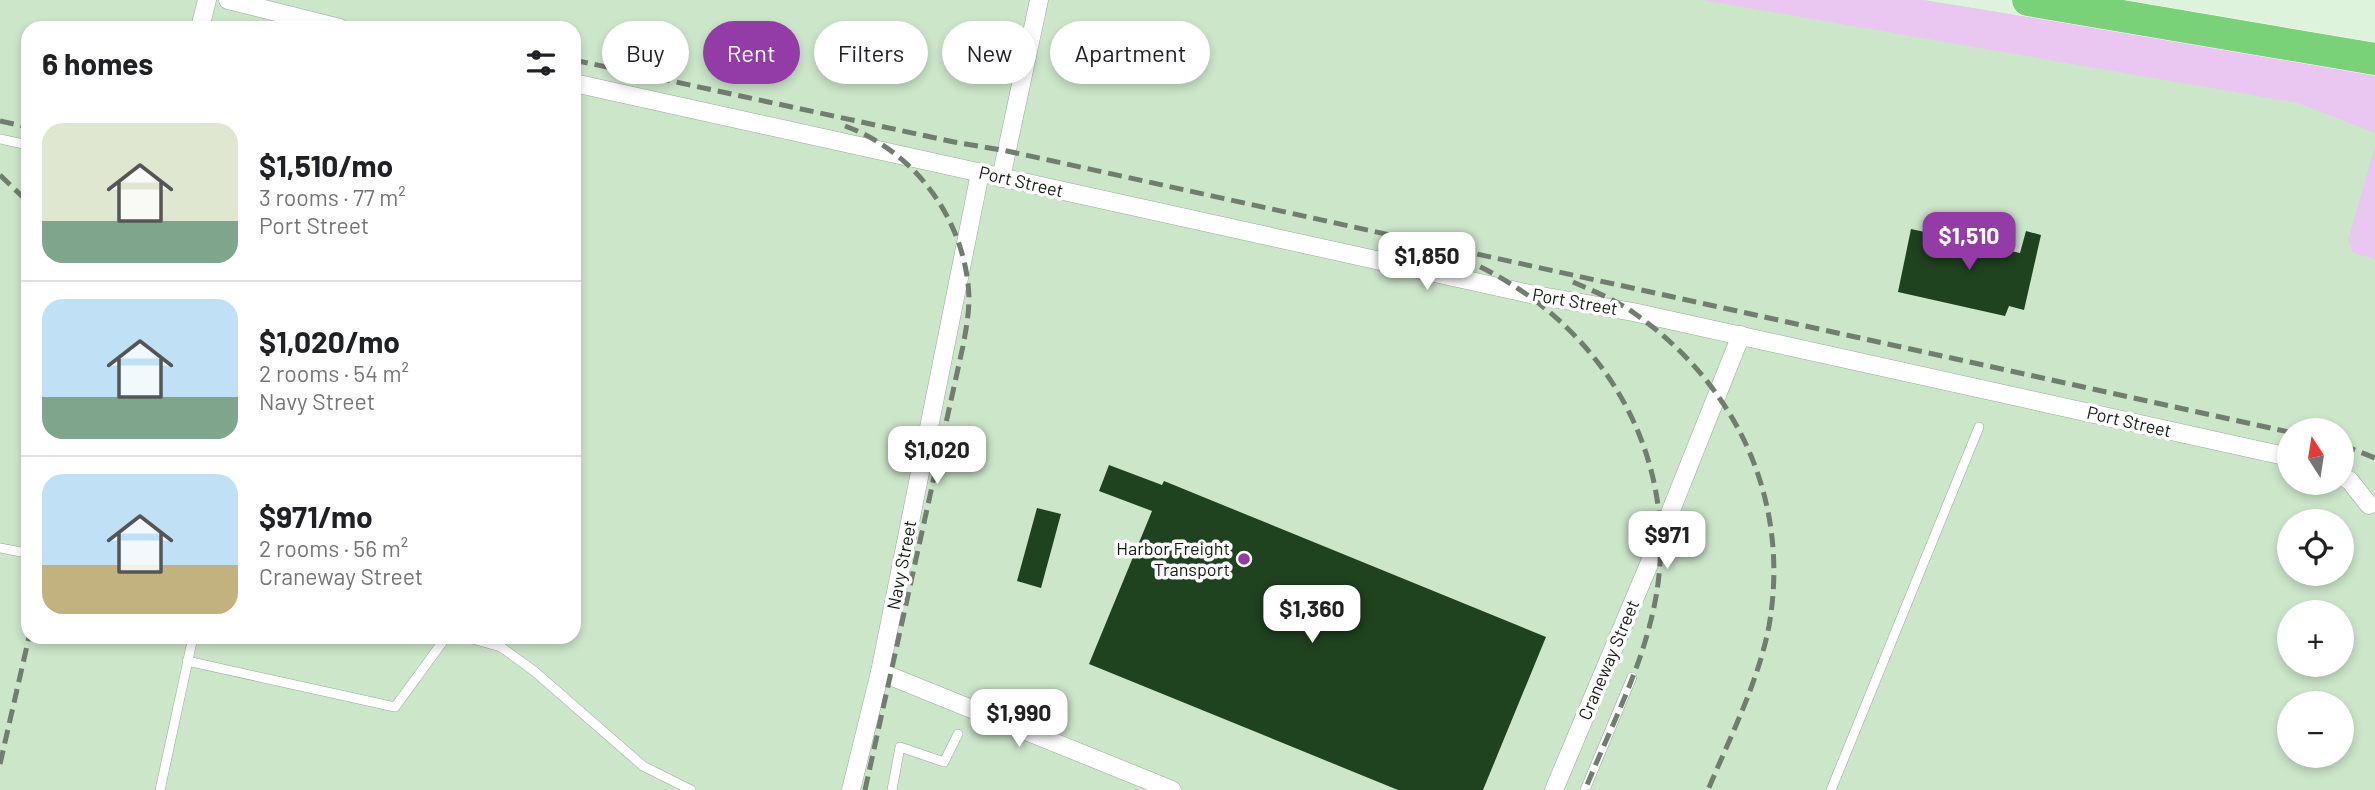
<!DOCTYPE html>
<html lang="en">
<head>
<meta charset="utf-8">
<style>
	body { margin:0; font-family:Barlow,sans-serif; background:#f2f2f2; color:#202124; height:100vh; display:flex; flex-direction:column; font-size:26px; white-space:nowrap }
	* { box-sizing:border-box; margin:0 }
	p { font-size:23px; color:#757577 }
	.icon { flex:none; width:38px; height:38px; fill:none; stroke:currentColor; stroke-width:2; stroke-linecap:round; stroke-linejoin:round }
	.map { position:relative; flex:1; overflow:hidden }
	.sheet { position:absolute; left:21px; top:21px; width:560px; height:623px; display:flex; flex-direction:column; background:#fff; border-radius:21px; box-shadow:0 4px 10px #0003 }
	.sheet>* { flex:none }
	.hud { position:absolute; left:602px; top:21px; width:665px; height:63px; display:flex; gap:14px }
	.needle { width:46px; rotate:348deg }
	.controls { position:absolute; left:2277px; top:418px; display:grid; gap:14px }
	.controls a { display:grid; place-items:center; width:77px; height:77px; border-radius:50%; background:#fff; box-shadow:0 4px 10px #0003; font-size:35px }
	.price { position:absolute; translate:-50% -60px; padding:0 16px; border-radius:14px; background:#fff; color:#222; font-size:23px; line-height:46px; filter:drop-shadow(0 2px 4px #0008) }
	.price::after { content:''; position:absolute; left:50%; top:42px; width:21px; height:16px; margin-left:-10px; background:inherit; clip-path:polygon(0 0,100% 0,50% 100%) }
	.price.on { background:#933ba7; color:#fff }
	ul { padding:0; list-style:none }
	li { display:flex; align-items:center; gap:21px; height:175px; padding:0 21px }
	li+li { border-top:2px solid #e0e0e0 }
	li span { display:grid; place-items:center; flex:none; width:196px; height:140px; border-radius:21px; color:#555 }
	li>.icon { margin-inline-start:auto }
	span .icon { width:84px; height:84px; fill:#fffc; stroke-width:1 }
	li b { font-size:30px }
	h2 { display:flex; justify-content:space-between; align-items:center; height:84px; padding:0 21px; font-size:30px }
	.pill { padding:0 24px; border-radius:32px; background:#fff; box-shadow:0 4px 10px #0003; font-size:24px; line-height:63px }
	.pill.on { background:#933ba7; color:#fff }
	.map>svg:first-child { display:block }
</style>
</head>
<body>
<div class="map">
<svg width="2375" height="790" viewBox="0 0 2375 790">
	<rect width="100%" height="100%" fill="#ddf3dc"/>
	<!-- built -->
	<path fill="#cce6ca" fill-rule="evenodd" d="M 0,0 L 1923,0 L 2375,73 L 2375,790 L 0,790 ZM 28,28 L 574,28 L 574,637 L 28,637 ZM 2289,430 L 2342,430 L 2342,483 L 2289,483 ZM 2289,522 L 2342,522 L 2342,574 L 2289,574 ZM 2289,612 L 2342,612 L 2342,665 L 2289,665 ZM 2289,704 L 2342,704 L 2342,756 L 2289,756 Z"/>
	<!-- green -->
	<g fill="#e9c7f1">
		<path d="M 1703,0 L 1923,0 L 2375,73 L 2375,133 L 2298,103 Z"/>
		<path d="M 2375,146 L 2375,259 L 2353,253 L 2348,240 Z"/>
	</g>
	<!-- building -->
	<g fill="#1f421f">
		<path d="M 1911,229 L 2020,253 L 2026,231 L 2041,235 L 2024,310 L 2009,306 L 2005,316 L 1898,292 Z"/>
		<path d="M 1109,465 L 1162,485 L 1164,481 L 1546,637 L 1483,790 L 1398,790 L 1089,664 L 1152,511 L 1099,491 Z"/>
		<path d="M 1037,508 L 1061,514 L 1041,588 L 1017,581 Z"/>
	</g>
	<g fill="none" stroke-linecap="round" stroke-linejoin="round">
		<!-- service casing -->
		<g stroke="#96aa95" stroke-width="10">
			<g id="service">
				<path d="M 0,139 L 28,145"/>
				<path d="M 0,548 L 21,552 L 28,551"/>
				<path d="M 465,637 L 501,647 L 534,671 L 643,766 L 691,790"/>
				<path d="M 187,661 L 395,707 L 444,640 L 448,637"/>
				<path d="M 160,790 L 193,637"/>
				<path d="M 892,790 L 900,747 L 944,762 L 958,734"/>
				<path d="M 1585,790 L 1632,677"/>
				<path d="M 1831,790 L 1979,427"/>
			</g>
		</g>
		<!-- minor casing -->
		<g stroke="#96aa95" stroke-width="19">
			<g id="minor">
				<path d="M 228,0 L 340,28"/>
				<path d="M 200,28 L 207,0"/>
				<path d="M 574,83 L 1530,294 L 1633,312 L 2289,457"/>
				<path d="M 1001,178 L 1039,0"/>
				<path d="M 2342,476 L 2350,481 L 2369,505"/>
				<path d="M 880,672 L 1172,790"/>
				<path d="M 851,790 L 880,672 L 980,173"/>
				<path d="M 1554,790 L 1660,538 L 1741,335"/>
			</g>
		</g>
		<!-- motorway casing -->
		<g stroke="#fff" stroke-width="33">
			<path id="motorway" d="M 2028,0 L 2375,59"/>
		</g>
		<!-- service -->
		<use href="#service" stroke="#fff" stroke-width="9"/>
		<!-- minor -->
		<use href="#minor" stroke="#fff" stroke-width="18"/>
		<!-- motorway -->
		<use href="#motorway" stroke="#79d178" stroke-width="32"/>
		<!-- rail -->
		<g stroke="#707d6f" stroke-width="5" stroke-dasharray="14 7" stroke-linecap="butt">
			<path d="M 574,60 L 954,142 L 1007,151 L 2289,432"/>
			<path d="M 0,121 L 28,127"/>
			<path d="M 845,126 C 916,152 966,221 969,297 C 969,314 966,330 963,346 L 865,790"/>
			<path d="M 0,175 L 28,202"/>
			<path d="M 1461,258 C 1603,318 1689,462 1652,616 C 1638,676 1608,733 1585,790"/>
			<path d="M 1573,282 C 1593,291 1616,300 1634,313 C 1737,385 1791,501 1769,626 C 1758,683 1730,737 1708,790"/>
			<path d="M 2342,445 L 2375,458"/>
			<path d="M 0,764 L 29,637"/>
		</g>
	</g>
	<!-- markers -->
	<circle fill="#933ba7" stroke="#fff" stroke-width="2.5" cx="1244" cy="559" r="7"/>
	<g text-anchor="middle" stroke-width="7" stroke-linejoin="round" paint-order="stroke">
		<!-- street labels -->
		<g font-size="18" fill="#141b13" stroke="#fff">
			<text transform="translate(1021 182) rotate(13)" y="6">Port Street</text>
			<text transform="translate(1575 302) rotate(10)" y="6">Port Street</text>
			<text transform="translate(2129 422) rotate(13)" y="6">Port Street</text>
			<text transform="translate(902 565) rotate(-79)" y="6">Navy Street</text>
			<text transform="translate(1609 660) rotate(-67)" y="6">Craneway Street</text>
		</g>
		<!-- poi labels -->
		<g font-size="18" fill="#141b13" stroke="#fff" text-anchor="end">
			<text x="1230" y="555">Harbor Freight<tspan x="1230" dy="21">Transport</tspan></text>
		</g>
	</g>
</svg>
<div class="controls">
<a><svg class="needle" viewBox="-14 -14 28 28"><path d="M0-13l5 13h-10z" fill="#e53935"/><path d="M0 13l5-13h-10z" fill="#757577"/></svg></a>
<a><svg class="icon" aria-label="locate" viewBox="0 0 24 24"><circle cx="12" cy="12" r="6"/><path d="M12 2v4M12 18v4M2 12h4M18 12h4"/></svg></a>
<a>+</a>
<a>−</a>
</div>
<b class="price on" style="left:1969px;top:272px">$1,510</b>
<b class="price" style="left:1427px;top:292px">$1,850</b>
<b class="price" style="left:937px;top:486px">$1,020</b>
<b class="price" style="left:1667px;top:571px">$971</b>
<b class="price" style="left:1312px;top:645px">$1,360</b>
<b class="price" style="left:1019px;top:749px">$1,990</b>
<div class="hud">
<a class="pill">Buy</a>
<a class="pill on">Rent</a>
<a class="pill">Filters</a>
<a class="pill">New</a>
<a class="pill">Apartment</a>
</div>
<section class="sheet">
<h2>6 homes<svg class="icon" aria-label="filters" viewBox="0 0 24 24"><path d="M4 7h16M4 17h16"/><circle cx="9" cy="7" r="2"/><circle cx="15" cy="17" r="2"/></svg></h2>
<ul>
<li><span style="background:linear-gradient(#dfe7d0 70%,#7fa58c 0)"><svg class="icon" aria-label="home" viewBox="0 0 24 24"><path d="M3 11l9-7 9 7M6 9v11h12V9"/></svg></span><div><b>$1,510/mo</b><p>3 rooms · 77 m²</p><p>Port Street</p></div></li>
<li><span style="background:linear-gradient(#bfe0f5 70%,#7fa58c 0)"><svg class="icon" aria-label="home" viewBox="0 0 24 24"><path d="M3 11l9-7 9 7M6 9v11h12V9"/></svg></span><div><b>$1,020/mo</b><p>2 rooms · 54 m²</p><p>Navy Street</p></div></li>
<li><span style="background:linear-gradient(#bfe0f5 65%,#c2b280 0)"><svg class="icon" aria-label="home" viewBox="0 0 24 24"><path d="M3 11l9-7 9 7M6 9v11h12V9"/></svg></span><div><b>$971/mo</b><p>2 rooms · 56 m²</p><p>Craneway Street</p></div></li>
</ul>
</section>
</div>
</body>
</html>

▶ Work to be completed
Copy each line in the data that holds the word "controls".

▶ Result for this exercise
	.controls { position:absolute; left:2277px; top:418px; display:grid; gap:14px }
	.controls a { display:grid; place-items:center; width:77px; height:77px; border-radius:50%; background:#fff; box-shadow:0 4px 10px #0003; font-size:35px }
<div class="controls">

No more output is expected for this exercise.